### Material supplied

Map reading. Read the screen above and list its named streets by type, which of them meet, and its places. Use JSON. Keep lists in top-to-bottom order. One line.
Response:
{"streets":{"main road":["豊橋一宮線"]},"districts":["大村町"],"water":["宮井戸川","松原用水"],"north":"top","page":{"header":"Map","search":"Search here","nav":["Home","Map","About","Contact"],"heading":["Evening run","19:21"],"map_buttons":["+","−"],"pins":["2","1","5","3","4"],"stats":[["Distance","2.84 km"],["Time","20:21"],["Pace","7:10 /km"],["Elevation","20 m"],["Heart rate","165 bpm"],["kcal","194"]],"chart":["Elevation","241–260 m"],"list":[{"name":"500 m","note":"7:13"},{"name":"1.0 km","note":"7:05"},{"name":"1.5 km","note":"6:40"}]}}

######
### Material supplied

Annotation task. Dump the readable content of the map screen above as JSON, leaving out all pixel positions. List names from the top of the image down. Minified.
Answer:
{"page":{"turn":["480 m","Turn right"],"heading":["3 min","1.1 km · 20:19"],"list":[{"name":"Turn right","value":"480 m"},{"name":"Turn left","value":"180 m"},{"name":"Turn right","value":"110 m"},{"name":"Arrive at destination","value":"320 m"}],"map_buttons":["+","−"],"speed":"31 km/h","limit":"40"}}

######

Aim of the task: Filter the data for the string "above". Copy each matching line.

Solution for this problem:
Map reading. Read the screen above and list its named streets by type, which of them meet, and its places. Use JSON. Keep lists in top-to-bottom order. One line.
Annotation task. Dump the readable content of the map screen above as JSON, leaving out all pixel positions. List names from the top of the image down. Minified.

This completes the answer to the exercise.